# trigonometry question

Discussion in 'General Math' started by Jason, Nov 17, 2005.

1. ### JasonGuest

Hello, I am having a problem with a trig question maybe someone can
give me a clue where I am going wrong!

The height h in metres of water in a harbour above low tide is given
by h = 14 - 10cos(30t), where t is hours since midday. A ship can enter
the harbour when the height of the water is > 20 metres.
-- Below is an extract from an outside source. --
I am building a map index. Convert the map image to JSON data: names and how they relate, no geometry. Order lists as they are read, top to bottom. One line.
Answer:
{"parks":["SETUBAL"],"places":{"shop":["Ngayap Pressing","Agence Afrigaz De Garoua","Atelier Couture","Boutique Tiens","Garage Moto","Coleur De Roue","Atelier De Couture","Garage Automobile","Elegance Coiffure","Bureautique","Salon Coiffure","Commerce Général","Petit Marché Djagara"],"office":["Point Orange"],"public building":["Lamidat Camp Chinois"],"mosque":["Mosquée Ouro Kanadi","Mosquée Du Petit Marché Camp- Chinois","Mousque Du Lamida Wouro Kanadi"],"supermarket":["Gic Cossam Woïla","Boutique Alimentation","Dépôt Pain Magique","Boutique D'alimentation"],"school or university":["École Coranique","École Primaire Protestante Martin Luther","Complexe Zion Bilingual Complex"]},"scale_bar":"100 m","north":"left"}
Between what
times is it safe for boats to enter the harbour?

Okay, so this is what I tried:

I think I need to find two solutions where the value of t makes h 20,
and then format the answer as two times?

so I can rewrite it as:

20 = 14 - 10cos(30t) - solve when h = 20
20 - 14 = 10cos(30t) - move the 14 over
(20 - 14) / 10 = cos(30t) - move the coefficient over
30t = cos^-1((20 - 14) / 10) - use arccosine to get t out
t = cos^-1((20 - 14) / 10) / 30 - move the coefficient over

so two possible solutions to t would be +/- 1.77?

so midday - 1.77 hours, and midday + 1.77 hours

boat can pass between 10:14am and 1:46pm?
but apparently this answer is wrong and I have to do it again, but I'm
very stuck!

please point me in the right direction!

thankyou for any suggestions.

Jason, Nov 17, 2005

2. ### William ElliotGuest

If arccos is correct, then at those two times
the h is 20 and the boat can't pass because
it's necessary h > 20, not h = 20.
What can you say about h before and after arccos 6/10 ?
You want to know when f(t) = h - 20 is positive,
ie all values of t when f(t) is positive.
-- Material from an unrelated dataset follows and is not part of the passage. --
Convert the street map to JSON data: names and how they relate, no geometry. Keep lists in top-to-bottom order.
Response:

William Elliot, Nov 17, 2005

3. ### a1jrjGuest

Stop right there - you have dropped a sign.

Looking at the equation, h can only be bigger than 14 if cos(30t) is
negative.
Where is cos negative? hint: cos(-x) is cos(x) not as you seem to think
-cos(x).

Should be plain sailing from there on ;-)
Incidentally, drawing a graph to check trig answers is beneficial at
least initially.

HTH
JJ

a1jrj, Nov 17, 2005
4. ### [Mr.] Lynn KurtzGuest

Just curious, why do you carry (20 - 14) / 10) all the way through
your work without simplifying it? If nothing else, you could save

--Lynn

[Mr.] Lynn Kurtz, Nov 17, 2005
5. ### ProginoskesGuest

He probably got yelled at for using his calculator to find e^2, and
he's overcompensating for that mistake.

--- Christopher Heckman

Proginoskes, Nov 18, 2005
6. ### JasonGuest

I find it easier to backtrack later if i make a mistake, i would
simplify if it got more complicated than this.
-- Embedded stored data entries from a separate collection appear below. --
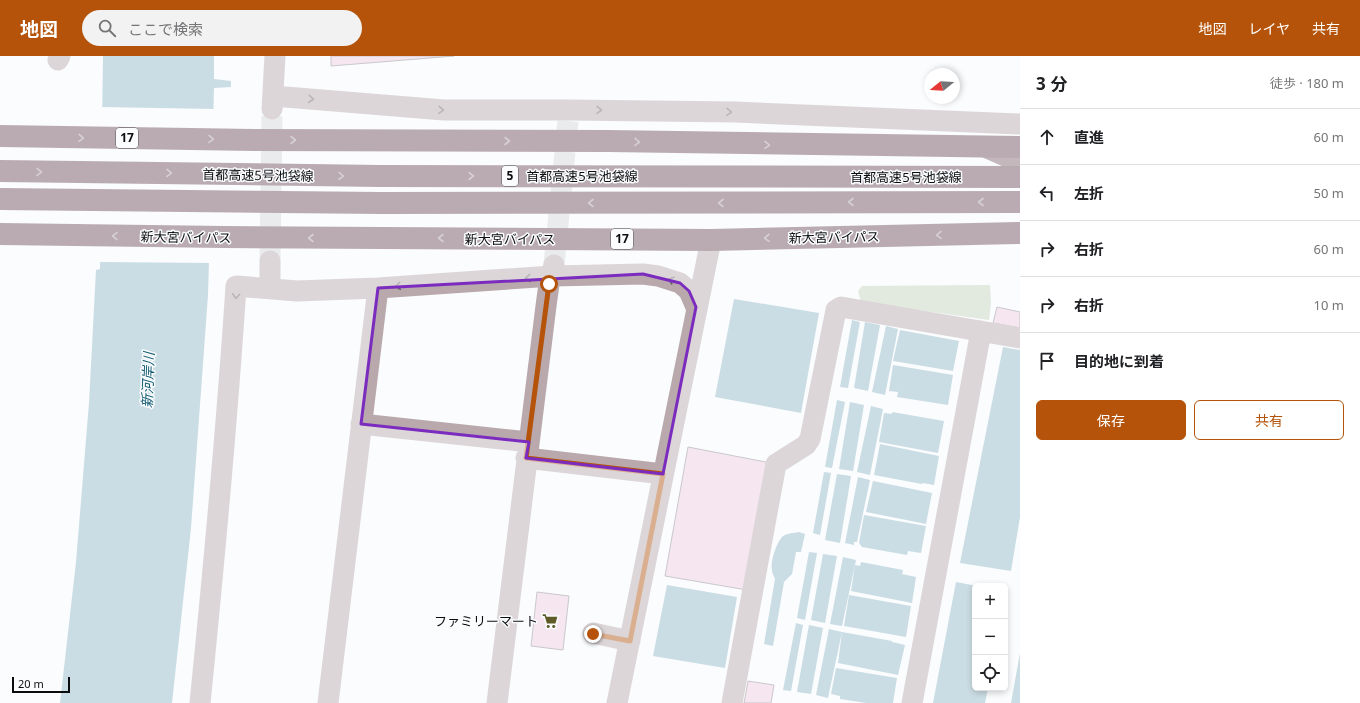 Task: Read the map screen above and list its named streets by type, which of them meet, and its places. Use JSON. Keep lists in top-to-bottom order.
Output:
{
  "streets": {
    "highway": [
      "17",
      "首都高速5号池袋線",
      "5",
      "新大宮バイパス"
    ]
  },
  "water": ["新河岸川"],
  "places": {
    "supermarket": ["ファミリーマート"]
  },
  "scale_bar": "20 m",
  "north": "left",
  "page": {
    "header": "地図",
    "search": "ここで検索",
    "nav": ["地図", "レイヤ", "共有"],
    "heading": ["3 分", "徒歩 · 180 m"],
    "list": [
      ["直進", "60 m"],
      ["左折", "50 m"],
      ["右折", "60 m"],
      ["右折", "10 m"],
      "目的地に到着"
    ],
    "buttons": ["保存", "共有"],
    "map_buttons": ["+", "−"],
    "scale": "20 m"
  }
} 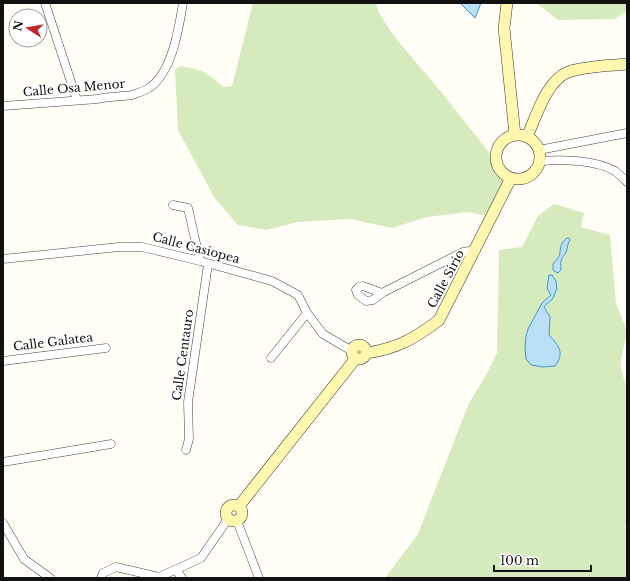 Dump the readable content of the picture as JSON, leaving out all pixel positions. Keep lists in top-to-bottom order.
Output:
{
  "streets": {
    "street": [
      "Calle Osa Menor",
      "Calle Casiopea",
      "Calle Sirio",
      "Calle Galatea",
      "Calle Centauro"
    ]
  },
  "crossings": [
    ["Calle Casiopea", "Calle Sirio"],
    ["Calle Casiopea", "Calle Centauro"]
  ],
  "scale_bar": "100 m",
  "north": "left"
} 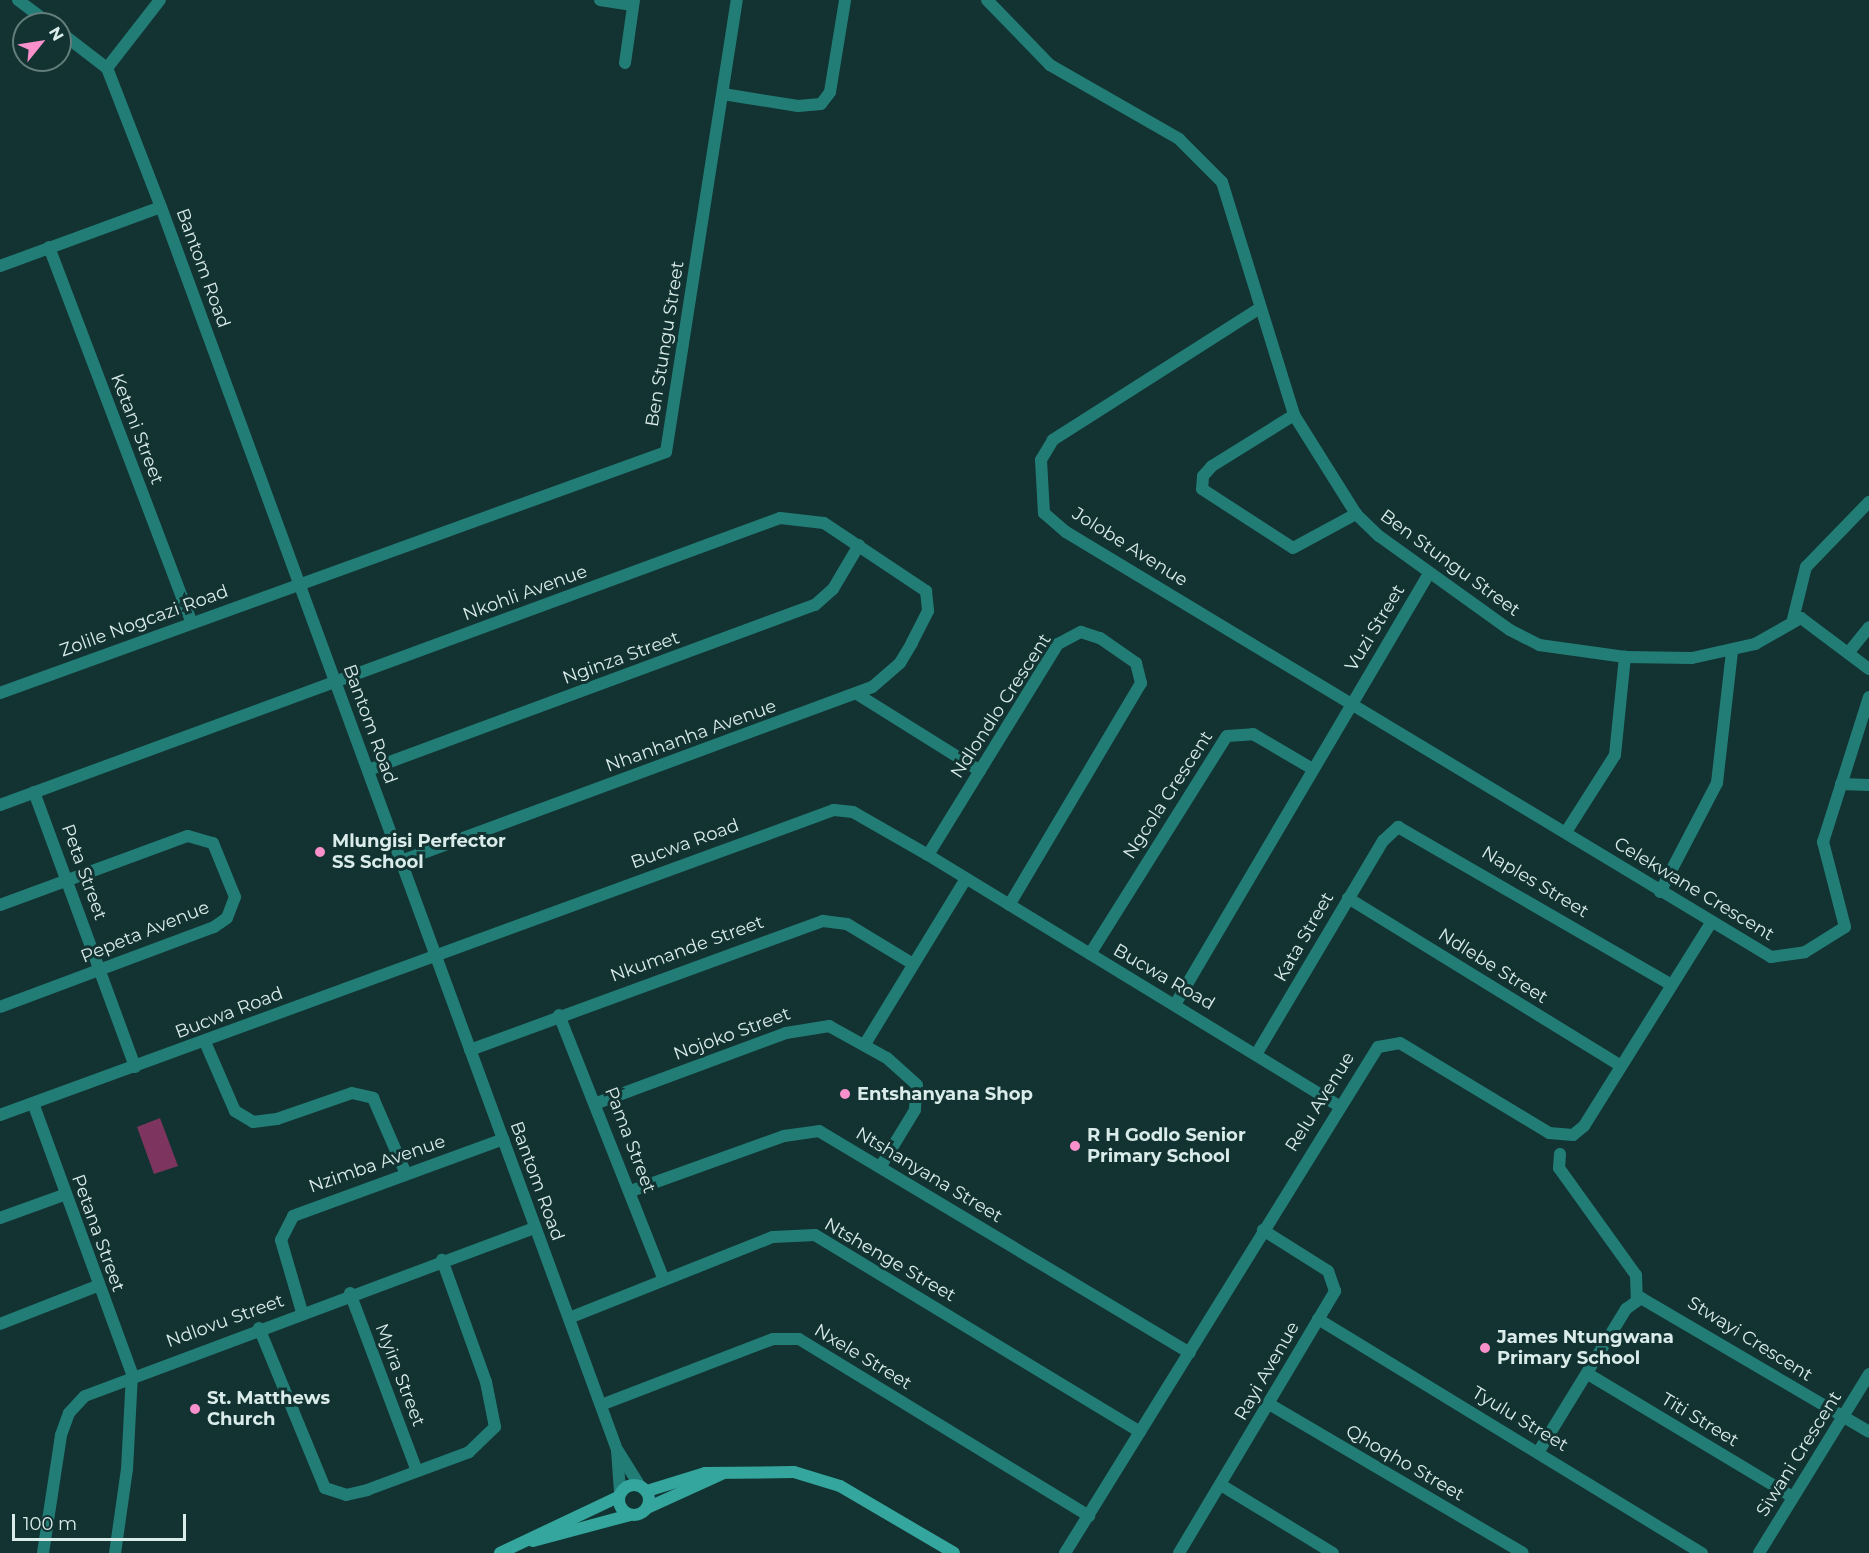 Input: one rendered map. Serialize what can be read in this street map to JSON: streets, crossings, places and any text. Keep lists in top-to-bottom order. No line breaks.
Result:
{"streets":{"street":["Bantom Road","Ben Stungu Street","Ketani Street","Jolobe Avenue","Nkohli Avenue","Zolile Nogcazi Road","Vuzi Street","Nginza Street","Ndlondlo Crescent","Nhanhanha Avenue","Ngcola Crescent","Bucwa Road","Peta Street","Naples Street","Celekwane Crescent","Pepeta Avenue","Kata Street","Nkumande Street","Ndlebe Street","Nojoko Street","Relu Avenue","Pama Street","Nzimba Avenue","Ntshanyana Street","Petana Street","Ntshenge Street","Ndlovu Street","Stwayi Crescent","Nxele Street","Rayi Avenue","Myira Street","Tyulu Street","Titi Street","Siwani Crescent","Qhoqho Street"]},"crossings":[["Bantom Road","Ben Stungu Street"],["Bantom Road","Nkohli Avenue"],["Bantom Road","Zolile Nogcazi Road"],["Bantom Road","Nginza Street"],["Bantom Road","Nhanhanha Avenue"],["Bantom Road","Bucwa Road"],["Bantom Road","Nkumande Street"],["Bantom Road","Nzimba Avenue"],["Bantom Road","Ntshenge Street"],["Bantom Road","Ndlovu Street"],["Bantom Road","Nxele Street"],["Ben Stungu Street","Jolobe Avenue"],["Ben Stungu Street","Zolile Nogcazi Road"],["Ben Stungu Street","Vuzi Street"],["Ketani Street","Zolile Nogcazi Road"],["Jolobe Avenue","Vuzi Street"],["Jolobe Avenue","Celekwane Crescent"],["Nkohli Avenue","Nginza Street"],["Nkohli Avenue","Nhanhanha Avenue"],["Nkohli Avenue","Peta Street"],["Vuzi Street","Celekwane Crescent"],["Ndlondlo Crescent","Bucwa Road"],["Ngcola Crescent","Bucwa Road"],["Bucwa Road","Peta Street"],["Bucwa Road","Kata Street"],["Bucwa Road","Relu Avenue"],["Bucwa Road","Petana Street"],["Peta Street","Pepeta Avenue"],["Naples Street","Kata Street"],["Naples Street","Relu Avenue"],["Celekwane Crescent","Relu Avenue"],["Kata Street","Ndlebe Street"],["Nkumande Street","Pama Street"],["Ndlebe Street","Relu Avenue"],["Nojoko Street","Pama Street"],["Nojoko Street","Ntshanyana Street"],["Relu Avenue","Ntshanyana Street"],["Relu Avenue","Ntshenge Street"],["Relu Avenue","Nxele Street"],["Relu Avenue","Rayi Avenue"],["Pama Street","Ntshanyana Street"],["Pama Street","Ntshenge Street"],["Nzimba Avenue","Ndlovu Street"],["Petana Street","Ndlovu Street"],["Ndlovu Street","Myira Street"],["Stwayi Crescent","Siwani Crescent"],["Rayi Avenue","Tyulu Street"],["Rayi Avenue","Qhoqho Street"],["Titi Street","Siwani Crescent"]],"places":["Mlungisi Perfector SS School","Entshanyana Shop","R H Godlo Senior Primary School","James Ntungwana Primary School","St. Matthews Church"],"scale_bar":"100 m","north":"top right"}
Thanks to everyone who responded, I think I've got the right answer
now!

Thanks, Jason.

Jason, Nov 18, 2005
7. ### Grover HughesGuest

^ sign missing here!

20 - 14 = -10cos(30t), not +10 etc.

you missed the minus sign! Try it again after this correction and you should
be OK. Best wishes,

gwh

Grover Hughes, Nov 19, 2005
8. ### ticbolGuest

Jason, Nov 17, :
by h = 14 - 10cos(30t), where t is hours since midday. A ship can enter

the harbour when the height of the water is > 20 metres. Between what
times is it safe for boats to enter the harbour?
and then format the answer as two times?
You transposed the 14 to the lefthand side, allright, but why was the
"10cos(30t)" changed from negative to positive at the righthand side?
It should have remained as negative. So,

6 = -10cos(30t)
cos(30t) = -6/10 = -0.60 -----negative cosine, meaning the angle 30t
is in the 2nd or 3rd quadrants.

30t = arccos(-0.6)
30t = 126.87 ------in the 2nd quadrant
30t = (180 -126.87) +180 = 233.13 ------in the 3rd quadrant
Hence,
t = 126.87 /30 = 4.23 -------4 +0.23(60) = 4hr +13.8min = 4:13.8 PM
t = 233.13 /30 = 7.77 -------7 +0.77(60) = 7 +46.2 = 7:46.2 PM

That means, the ships can safely enter the harbor from 4:14 PM to 7:46

---------
If you want, if you know how to do it, you can draw the graph of
h = 14 -10cos(30t)
on t,h cartesian axes---t being horizontal axis, in hrs; h being
vertical axis, in meters; (0,0) being (12noon,0m).
It is a sinusoidal curve, a cosine curve, with a period of 360/30 = 12
hrs, an amplitude of 10m, and it was shifted vertically up at 14m.
Max h = 14 +10 = 24m
Min h = 14 -10 = 4m.
h at 12:00Noon = 14 -10cos(30*0) = 14 -10 = 4m.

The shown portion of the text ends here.